Collected data entries
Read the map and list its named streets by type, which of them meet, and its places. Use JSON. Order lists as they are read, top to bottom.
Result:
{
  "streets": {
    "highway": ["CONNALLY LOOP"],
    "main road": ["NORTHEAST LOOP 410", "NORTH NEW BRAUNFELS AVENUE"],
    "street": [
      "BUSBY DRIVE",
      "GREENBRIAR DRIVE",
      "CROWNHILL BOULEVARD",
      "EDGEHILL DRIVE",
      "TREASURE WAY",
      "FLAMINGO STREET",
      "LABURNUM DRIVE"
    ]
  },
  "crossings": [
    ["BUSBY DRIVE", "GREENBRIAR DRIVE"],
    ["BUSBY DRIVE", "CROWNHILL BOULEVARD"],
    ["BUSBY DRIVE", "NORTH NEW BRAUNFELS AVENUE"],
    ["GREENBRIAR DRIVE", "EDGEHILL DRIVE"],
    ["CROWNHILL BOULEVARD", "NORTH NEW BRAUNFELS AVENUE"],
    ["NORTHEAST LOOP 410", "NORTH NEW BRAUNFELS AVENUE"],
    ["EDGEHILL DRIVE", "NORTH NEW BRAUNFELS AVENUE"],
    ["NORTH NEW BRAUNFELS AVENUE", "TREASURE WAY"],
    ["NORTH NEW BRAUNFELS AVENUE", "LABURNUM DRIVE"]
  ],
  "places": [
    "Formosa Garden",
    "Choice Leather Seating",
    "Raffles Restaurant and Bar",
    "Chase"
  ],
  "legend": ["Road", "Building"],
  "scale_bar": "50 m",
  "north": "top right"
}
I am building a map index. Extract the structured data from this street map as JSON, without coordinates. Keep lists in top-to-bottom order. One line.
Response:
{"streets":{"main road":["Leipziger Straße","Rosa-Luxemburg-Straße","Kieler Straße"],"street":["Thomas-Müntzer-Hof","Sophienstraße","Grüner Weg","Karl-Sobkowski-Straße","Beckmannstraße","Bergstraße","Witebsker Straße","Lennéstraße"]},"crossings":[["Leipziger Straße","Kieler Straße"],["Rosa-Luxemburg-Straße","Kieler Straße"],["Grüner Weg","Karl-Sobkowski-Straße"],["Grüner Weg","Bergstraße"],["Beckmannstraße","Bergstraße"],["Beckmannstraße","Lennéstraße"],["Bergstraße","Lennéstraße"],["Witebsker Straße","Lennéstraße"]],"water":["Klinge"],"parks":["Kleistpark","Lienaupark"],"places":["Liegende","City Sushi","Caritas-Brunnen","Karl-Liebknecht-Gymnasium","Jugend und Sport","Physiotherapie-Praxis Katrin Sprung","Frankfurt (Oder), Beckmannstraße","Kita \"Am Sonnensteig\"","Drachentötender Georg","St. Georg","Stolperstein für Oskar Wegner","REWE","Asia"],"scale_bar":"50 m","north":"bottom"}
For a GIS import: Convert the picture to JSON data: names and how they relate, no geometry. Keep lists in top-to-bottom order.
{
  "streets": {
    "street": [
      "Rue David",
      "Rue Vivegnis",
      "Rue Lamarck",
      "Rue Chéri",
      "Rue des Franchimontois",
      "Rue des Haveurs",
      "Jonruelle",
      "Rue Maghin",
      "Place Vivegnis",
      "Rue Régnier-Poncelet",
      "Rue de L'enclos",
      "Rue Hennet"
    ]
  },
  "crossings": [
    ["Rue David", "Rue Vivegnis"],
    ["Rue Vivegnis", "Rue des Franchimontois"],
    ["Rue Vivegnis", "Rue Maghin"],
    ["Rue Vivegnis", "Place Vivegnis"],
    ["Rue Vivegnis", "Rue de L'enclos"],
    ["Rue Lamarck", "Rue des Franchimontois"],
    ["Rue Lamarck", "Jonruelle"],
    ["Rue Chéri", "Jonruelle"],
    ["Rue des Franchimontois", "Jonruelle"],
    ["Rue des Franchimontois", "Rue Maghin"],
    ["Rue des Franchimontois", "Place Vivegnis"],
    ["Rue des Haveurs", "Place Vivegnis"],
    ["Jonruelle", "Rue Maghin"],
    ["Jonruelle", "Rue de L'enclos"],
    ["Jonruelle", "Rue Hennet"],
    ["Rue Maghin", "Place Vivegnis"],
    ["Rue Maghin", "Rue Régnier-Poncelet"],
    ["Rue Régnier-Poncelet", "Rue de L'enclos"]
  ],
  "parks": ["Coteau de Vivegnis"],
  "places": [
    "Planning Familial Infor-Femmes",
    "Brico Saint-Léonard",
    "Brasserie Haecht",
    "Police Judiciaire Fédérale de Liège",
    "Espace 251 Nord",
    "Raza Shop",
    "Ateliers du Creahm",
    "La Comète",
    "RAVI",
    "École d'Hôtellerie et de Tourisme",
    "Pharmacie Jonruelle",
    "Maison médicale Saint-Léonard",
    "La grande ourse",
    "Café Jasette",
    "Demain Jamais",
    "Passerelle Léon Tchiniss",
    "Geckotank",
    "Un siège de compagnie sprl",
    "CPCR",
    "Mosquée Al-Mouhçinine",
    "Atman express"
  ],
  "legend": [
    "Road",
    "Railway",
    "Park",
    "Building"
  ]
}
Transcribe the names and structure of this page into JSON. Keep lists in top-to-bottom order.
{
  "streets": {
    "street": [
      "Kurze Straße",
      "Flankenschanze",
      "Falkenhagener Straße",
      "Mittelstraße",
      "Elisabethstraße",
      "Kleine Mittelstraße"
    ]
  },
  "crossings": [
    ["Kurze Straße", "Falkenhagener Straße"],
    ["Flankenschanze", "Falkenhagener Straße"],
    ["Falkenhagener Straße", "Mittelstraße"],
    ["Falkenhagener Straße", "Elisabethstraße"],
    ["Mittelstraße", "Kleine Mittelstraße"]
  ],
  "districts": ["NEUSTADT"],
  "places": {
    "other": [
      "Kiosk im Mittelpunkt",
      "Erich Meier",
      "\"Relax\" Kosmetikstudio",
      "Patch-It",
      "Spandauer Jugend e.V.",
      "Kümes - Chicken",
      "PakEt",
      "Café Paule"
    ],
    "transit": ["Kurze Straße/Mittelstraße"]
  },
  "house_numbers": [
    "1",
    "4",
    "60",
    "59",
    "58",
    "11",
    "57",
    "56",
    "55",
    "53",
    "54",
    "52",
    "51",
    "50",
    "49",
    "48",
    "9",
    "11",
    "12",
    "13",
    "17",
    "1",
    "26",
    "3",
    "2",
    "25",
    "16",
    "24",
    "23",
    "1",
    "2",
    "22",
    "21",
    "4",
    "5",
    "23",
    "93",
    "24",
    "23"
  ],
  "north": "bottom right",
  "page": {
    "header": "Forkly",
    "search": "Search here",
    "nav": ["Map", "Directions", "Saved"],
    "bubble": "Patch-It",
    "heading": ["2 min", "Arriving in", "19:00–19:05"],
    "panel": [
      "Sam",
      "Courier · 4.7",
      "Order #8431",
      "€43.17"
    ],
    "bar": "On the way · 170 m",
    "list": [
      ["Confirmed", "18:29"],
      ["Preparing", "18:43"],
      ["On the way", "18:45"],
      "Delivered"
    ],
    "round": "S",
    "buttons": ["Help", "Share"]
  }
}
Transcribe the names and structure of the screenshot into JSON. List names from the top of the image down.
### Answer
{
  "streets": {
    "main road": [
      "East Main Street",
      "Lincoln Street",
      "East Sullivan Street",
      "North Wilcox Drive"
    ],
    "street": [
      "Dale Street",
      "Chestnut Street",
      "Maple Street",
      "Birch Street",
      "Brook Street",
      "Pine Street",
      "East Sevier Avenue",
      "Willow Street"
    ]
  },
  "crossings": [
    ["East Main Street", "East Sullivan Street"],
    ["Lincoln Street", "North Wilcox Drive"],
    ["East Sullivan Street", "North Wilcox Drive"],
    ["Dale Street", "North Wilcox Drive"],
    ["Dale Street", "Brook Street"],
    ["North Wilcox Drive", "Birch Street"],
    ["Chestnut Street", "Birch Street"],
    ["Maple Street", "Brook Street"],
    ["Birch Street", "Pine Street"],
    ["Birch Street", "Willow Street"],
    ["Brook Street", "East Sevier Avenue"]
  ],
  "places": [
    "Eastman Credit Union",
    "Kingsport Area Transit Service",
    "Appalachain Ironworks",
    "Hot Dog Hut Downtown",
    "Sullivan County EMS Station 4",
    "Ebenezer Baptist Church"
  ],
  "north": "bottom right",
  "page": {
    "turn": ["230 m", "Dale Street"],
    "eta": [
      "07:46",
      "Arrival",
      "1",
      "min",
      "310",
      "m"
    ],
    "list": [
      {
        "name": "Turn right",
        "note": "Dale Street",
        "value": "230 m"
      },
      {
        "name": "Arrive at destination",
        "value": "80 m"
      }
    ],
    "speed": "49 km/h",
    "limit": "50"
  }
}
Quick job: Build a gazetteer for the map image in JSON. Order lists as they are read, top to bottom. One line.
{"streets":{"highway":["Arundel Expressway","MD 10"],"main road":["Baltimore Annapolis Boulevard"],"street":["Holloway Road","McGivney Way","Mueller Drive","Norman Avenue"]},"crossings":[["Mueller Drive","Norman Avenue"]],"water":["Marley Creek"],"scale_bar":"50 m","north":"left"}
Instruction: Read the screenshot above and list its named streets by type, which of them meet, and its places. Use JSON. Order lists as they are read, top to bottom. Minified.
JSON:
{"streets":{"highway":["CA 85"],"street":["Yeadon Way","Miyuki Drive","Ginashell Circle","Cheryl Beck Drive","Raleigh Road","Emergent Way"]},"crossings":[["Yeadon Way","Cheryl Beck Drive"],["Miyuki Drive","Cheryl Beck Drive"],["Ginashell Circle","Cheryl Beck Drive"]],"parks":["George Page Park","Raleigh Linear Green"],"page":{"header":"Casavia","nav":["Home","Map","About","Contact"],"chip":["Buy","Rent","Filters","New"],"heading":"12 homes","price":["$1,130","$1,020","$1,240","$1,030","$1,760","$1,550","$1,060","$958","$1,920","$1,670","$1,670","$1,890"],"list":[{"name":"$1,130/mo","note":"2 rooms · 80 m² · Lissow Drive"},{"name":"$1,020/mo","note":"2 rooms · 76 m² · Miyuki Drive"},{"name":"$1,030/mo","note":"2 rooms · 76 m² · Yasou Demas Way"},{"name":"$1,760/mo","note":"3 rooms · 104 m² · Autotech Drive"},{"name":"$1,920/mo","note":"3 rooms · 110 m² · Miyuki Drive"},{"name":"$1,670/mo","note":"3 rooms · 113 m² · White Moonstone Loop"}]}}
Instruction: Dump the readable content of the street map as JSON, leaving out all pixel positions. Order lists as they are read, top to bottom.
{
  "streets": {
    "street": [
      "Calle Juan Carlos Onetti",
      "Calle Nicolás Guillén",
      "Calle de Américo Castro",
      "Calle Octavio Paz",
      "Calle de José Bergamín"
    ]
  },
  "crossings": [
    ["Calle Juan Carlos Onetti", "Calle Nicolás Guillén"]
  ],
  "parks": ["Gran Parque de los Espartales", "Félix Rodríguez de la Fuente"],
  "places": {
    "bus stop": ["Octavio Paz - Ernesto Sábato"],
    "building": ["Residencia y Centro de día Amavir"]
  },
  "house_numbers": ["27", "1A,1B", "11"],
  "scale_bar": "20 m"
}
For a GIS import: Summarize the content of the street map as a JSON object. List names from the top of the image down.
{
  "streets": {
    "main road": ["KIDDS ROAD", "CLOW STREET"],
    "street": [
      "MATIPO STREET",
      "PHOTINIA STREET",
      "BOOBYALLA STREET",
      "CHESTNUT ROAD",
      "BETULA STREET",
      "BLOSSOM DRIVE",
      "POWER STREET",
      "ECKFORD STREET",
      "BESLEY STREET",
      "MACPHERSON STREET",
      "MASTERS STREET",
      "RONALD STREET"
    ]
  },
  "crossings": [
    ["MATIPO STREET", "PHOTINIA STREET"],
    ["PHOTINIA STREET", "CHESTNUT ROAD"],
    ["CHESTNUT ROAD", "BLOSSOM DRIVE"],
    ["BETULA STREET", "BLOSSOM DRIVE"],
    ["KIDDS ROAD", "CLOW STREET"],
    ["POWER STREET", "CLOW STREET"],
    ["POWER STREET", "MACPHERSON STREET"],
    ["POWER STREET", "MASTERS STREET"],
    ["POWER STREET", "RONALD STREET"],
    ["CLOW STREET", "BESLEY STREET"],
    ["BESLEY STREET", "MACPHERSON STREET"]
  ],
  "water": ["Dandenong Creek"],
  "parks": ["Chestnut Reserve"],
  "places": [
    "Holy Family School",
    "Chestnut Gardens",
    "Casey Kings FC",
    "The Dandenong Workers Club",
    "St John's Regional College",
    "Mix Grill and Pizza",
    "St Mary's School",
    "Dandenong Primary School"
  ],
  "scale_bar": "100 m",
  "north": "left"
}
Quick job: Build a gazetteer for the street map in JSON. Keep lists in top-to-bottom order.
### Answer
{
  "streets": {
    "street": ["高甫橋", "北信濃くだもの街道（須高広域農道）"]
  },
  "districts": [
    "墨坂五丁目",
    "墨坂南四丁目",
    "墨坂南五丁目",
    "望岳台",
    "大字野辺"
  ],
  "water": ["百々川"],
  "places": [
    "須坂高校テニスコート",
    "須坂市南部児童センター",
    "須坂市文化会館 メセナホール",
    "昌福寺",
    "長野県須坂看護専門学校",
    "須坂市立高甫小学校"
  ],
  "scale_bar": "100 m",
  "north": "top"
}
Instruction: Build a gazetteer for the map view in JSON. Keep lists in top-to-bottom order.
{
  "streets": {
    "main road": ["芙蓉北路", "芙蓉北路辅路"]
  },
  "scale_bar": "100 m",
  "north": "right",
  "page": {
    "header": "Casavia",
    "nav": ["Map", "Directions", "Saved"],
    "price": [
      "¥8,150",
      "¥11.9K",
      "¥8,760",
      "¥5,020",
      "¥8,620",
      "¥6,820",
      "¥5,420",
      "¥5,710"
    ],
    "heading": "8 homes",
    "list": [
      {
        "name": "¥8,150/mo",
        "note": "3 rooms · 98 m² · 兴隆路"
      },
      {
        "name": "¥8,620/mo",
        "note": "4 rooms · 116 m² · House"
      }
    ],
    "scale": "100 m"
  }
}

• Problem requirements: Whatever lies between the line containing "Instruction: Build a" and the final line above, both included, must be returned exactly.

• Problem solution:
Instruction: Build a gazetteer for the map view in JSON. Keep lists in top-to-bottom order.
{
  "streets": {
    "main road": ["芙蓉北路", "芙蓉北路辅路"]
  },
  "scale_bar": "100 m",
  "north": "right",
  "page": {
    "header": "Casavia",
    "nav": ["Map", "Directions", "Saved"],
    "price": [
      "¥8,150",
      "¥11.9K",
      "¥8,760",
      "¥5,020",
      "¥8,620",
      "¥6,820",
      "¥5,420",
      "¥5,710"
    ],
    "heading": "8 homes",
    "list": [
      {
        "name": "¥8,150/mo",
        "note": "3 rooms · 98 m² · 兴隆路"
      },
      {
        "name": "¥8,620/mo",
        "note": "4 rooms · 116 m² · House"
      }
    ],
    "scale": "100 m"
  }
}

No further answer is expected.